Previously, Seow et al. conducted a prospective nested case–control study with a focus on lung cancer-associated metabolic perturbation in urine samples collected from never-smoking Chinese women [21]. They found extensive urinal metabolic perturbation among lung cancer cases compared to controls, which suggests systematic changes in 1-carbon metabolism, oxidative stress and inflammation pathways, and nucleotide metabolism. Among never-smoking cases in our study, we did observe pathways related to 1-carbon metabolism, oxidative stress, and inflammation, including methionine, cysteine, and taurine metabolism, tocopherol metabolism, glutamate metabolism, and histidine metabolism. It is not reasonable to directly compare the results between our and Seow’s studies given differences in biosamples and metabolic profiling procedures, and heterogeneities in populations including races, ages, sex proportion, and dietary patterns.

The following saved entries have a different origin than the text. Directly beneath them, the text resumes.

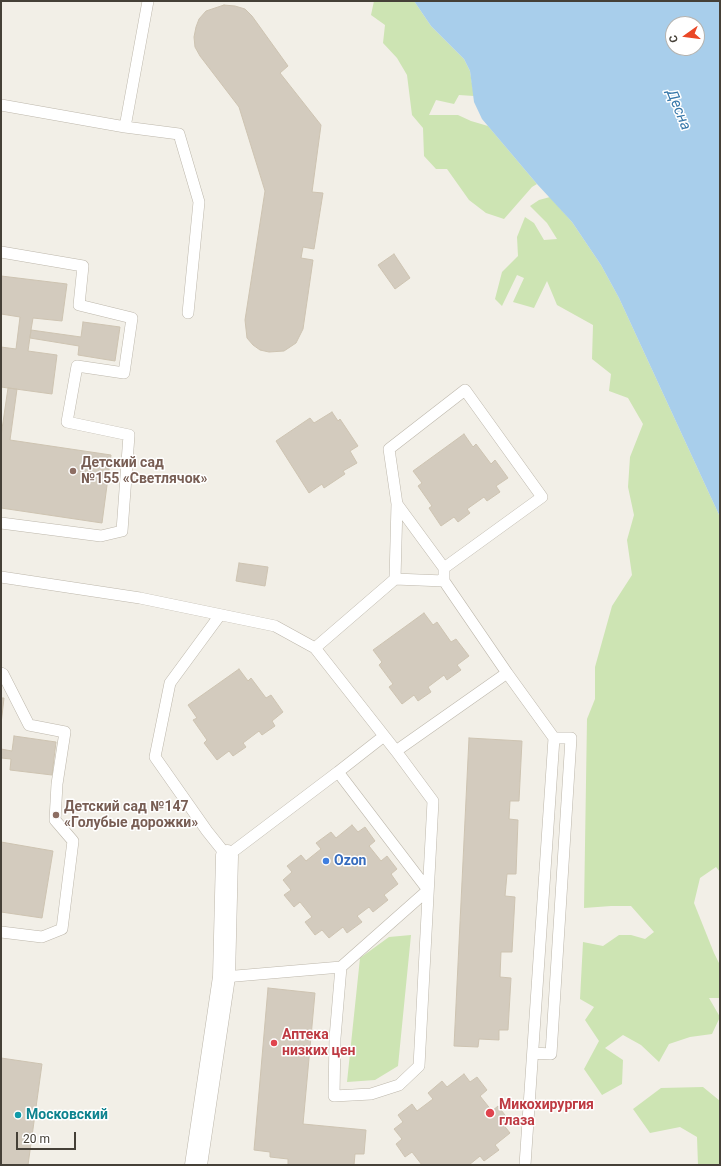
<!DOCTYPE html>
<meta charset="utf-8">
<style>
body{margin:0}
#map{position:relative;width:721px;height:1166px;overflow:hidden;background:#f2efe7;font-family:Roboto,sans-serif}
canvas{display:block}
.frame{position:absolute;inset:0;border:2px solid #454037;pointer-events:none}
.north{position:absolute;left:665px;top:16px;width:40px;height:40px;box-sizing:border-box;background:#fff;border:1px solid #b5b3af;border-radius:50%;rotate:256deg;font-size:11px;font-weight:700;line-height:16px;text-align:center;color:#454037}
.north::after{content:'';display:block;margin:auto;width:14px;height:18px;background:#ea4726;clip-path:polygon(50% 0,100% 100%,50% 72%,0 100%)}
.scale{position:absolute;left:16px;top:1132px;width:60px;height:18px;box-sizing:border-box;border:2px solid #454037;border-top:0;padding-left:5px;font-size:12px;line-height:14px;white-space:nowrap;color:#454037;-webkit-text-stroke:3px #fff;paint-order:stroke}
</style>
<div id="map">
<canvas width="721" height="1166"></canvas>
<div class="frame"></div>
<div class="north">С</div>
<div class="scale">20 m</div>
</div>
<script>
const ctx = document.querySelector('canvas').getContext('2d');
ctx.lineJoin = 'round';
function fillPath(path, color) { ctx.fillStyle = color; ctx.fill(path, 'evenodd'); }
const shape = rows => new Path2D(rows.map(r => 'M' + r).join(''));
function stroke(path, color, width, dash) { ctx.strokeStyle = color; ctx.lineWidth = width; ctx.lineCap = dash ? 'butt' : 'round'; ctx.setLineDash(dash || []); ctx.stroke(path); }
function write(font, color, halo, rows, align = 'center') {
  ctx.font = font + ' Roboto,sans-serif'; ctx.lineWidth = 3; ctx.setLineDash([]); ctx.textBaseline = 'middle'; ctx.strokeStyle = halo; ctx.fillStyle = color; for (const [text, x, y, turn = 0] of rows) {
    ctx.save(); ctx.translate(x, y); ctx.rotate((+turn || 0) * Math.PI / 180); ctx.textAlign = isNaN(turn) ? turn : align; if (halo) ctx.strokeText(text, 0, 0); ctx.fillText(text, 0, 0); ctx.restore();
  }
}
fillPath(shape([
 [374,1,414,1,431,26,464,59,470,71,474,96,459,95,454,104,436,100,429,115,458,115,471,121,488,126,537,184,532,187,504,219,486,213,469,200,447,169,436,169,424,156,423,128,412,115,407,75,397,58,383,43,385,25,371,15],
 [550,197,572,222,601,265,619,298,720,517,720,872,716,867,700,878,694,903,714,953,720,965,720,998,709,998,720,1017,712,1034,690,1037,669,1044,659,1062,641,1045,623,1035,605,1048,623,1060,622,1084,602,1095,584,1069,599,1041,585,1020,594,1007,580,999,583,942,603,946,619,935,631,935,645,939,654,932,631,906,611,906,584,908,587,719,595,699,595,667,612,606,632,575,627,540,634,515,628,487,630,457,643,424,628,398,609,391,611,374,592,359,593,325,557,305,547,281,534,308,513,302,524,278,517,275,502,306,495,299,502,272,518,256,517,237,525,217,534,223,544,240,557,239,547,223,530,206,539,200],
 [411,935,398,1066,375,1080,347,1082,360,958,389,937],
 [703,1087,720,1101,720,1165,698,1165,697,1137,680,1127,650,1133,633,1109,661,1088]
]), '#cde4b3');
fillPath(shape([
 [414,1,720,1,720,517,619,298,601,265,572,222,537,184,482,119,474,102,470,71,464,59,431,26],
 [673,24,697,24,697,48,673,48]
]), '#a8ceeb');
const building = shape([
 [224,5,235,6,245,9,252,16,288,66,280,73,321,125,312,192,323,193,314,249,303,247,301,258,313,260,303,329,296,343,284,351,269,352,260,350,253,345,247,338,245,320,265,191,239,107,200,56,195,47,194,37,196,27,199,19,206,11,224,5],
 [394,254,410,278,395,289,378,265,394,254],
 [1,276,67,284,62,321,33,318,31,330,28,351,57,355,52,394,1,387,1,347,16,349,20,317,1,314,1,276],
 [83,322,120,327,115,361,78,355,79,346,30,338,31,330,81,337,83,322],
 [8,388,17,389,10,440,111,455,102,523,1,508,1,436,8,388],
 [332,412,338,421,340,419,358,446,350,451,357,463,343,471,345,474,324,488,322,484,309,493,276,441,310,418,314,423,332,412],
 [464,434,473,447,476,444,491,464,495,460,508,478,496,486,500,492,487,501,484,497,467,509,470,513,458,522,454,517,441,526,429,508,432,506,418,486,422,483,413,471,464,434],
 [239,563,268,567,265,586,236,581,239,563],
 [424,613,433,625,437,622,451,642,456,639,469,656,457,665,461,670,447,680,444,675,428,687,431,692,418,701,414,695,402,704,389,687,393,684,379,665,382,662,373,650,424,613],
 [239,669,248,681,251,678,266,698,271,695,283,712,272,721,275,726,262,735,259,731,243,743,246,747,233,756,229,751,217,760,204,743,207,740,193,720,197,718,188,705,239,669],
 [1,698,4,698,1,724,1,698],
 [14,736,56,742,52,775,10,770,11,759,1,758,1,749,12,751,14,736],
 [469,738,522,741,519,801,510,801,509,819,518,820,516,874,507,874,505,896,515,897,512,952,501,952,500,977,511,978,508,1030,499,1030,499,1040,479,1039,478,1047,454,1046,469,738],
 [352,825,358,832,365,827,375,841,369,846,381,861,387,856,397,869,391,874,398,884,384,895,388,900,373,912,369,907,357,916,362,922,347,933,343,927,329,938,322,930,315,935,305,922,312,917,300,902,294,907,284,895,291,890,283,880,292,872,287,866,301,855,306,861,321,849,316,843,331,832,336,838,352,825],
 [1,842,53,851,42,918,1,912,1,842],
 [268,988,315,993,303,1124,366,1130,364,1154,355,1154,354,1165,288,1165,288,1159,270,1157,270,1152,254,1150,268,988],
 [1,1058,42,1064,28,1165,1,1165,1,1058],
 [464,1074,470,1082,477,1077,487,1090,480,1096,492,1111,498,1106,508,1119,502,1123,510,1133,495,1145,499,1150,484,1161,480,1156,469,1165,422,1165,412,1152,405,1157,396,1144,402,1139,394,1129,403,1122,398,1115,412,1104,417,1111,433,1099,428,1093,442,1081,447,1087,464,1074]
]);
fillPath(building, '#d3cbbe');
stroke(building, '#cdc3b1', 1);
const lane = shape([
 [1,105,125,127,148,1],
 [125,127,179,134,199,202,188,313],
 [1,252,83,266,79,305,132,318,124,373,77,366,67,422,129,435,122,531,101,536,1,523],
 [397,504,444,568],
 [1,577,140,598,275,626,315,648,395,579,444,581,507,673,396,751,315,648],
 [395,579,397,504,389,449,465,390,542,497,444,568,444,581],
 [220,615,170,683,155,757,207,831,227,856,338,772,428,890,341,967,224,977],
 [1,673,3,674,29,725,65,732,57,784,55,820,73,841,62,929,42,937,1,932],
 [507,673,554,738,525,1165],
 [338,772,384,736],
 [341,967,335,1038,334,1096,371,1094,399,1085,419,1066,433,801,396,751],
 [533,1053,551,1054,571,738,554,738]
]);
const street = shape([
 [196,1165,224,977,227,856]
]);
stroke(lane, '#bdb7ab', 12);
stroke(street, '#bdb7ab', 23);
stroke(lane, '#fff', 11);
stroke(street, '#fff', 22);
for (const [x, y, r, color] of [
 [73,471,4,"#8d6e63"],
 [56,815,4,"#8d6e63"],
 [326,861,4,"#3f7fe0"],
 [274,1043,4,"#e0444e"],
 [490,1113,5,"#e0444e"],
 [18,1115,4,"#0f9aa8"]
]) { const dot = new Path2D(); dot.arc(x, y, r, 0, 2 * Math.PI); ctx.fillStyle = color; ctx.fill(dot); stroke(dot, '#fff', 1.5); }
write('bold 14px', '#785e54', '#fff', [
 ["Детский сад",81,463],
 ["№155 «Светлячок»",81,479],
 ["Детский сад №147",64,807],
 ["«Голубые дорожки»",64,823]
], 'left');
write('bold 14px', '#366cbe', '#fff', [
 ["Ozon",334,861]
], 'left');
write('bold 14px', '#be3a42', '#fff', [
 ["Аптека",282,1035],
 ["низких цен",282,1051],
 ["Микохирургия",499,1105],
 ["глаза",499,1121]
], 'left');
write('bold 14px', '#0d838f', '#fff', [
 ["Московский",26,1115]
], 'left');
write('italic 15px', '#3777a9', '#fff', [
 ["Десна",678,110,68]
]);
</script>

To our knowledge, this is the largest prospective study of untargeted metabolomics on lung cancer risk. The current study has a large sample size, based upon the established cohort with well-characterized risk factors (e.g., detailed smoking histories, hormone use). We can perform stratified and in-depth analyses. Besides, pre-diagnosis blood samples provide valuable information on metabolic perturbations associated with lung cancer initiation and development, which is beneficial for early-detection biomarkers identification. In this study, we only included 887 known metabolites, with high levels of confidence in the annotation (Levels 1 and 2) [72] and high data quality, which makes our results more reliable compared to prior studies that reported all detected signals in the biosamples and claimed all the signals are unique compounds. Our study also has limitations. This analysis is based on one-time metabolic measurement, neglecting within-person variations over time. Thus, the dynamics of metabolites during lung cancer development were unknown. Additionally, Metabolic profiling using non-fasting blood samples, potentially introduced measurement errors in diet-related metabolites. Yet, the impact of fasting status was minimized by controlling for hours since the last meal in analyses. From the perspective of hypothesis generation, a loose threshold, P < 0.05, was used for gaining more information on biological pathways associated with lung cancer by smoking status. Simultaneously, the possibility of a false discovery rate increased [73]. It is noteworthy that the metabolome is sensitive and susceptible to influences from both endogenous and exogenous factors along with the computational nature of this study, caution is warranted in interpreting the results as the causality was not able to be established. Potential selection bias may exist, as population characteristics including sex, race, BMI, and smoking differed between the lung cancer cases included in the present analysis and those excluded due to unavailable blood samples. Also, our findings may lack generalizability to races other than white or younger populations.

Conclusions

In this large pooled analysis of nested case–control studies of lung cancer metabolomics, we identified that pre-diagnosis changes in lipid metabolism and amino acid metabolism may play important roles in lung cancer etiology. Notably, SM (d18:0/22:0) and taurodeoxycholic acid 3-sulfate may be risk factors and potential screening biomarkers for lung cancer. Distinctive metabolic profiles by smoking status suggest heterogeneity in lung cancer etiology. Future studies are needed to validate our findings.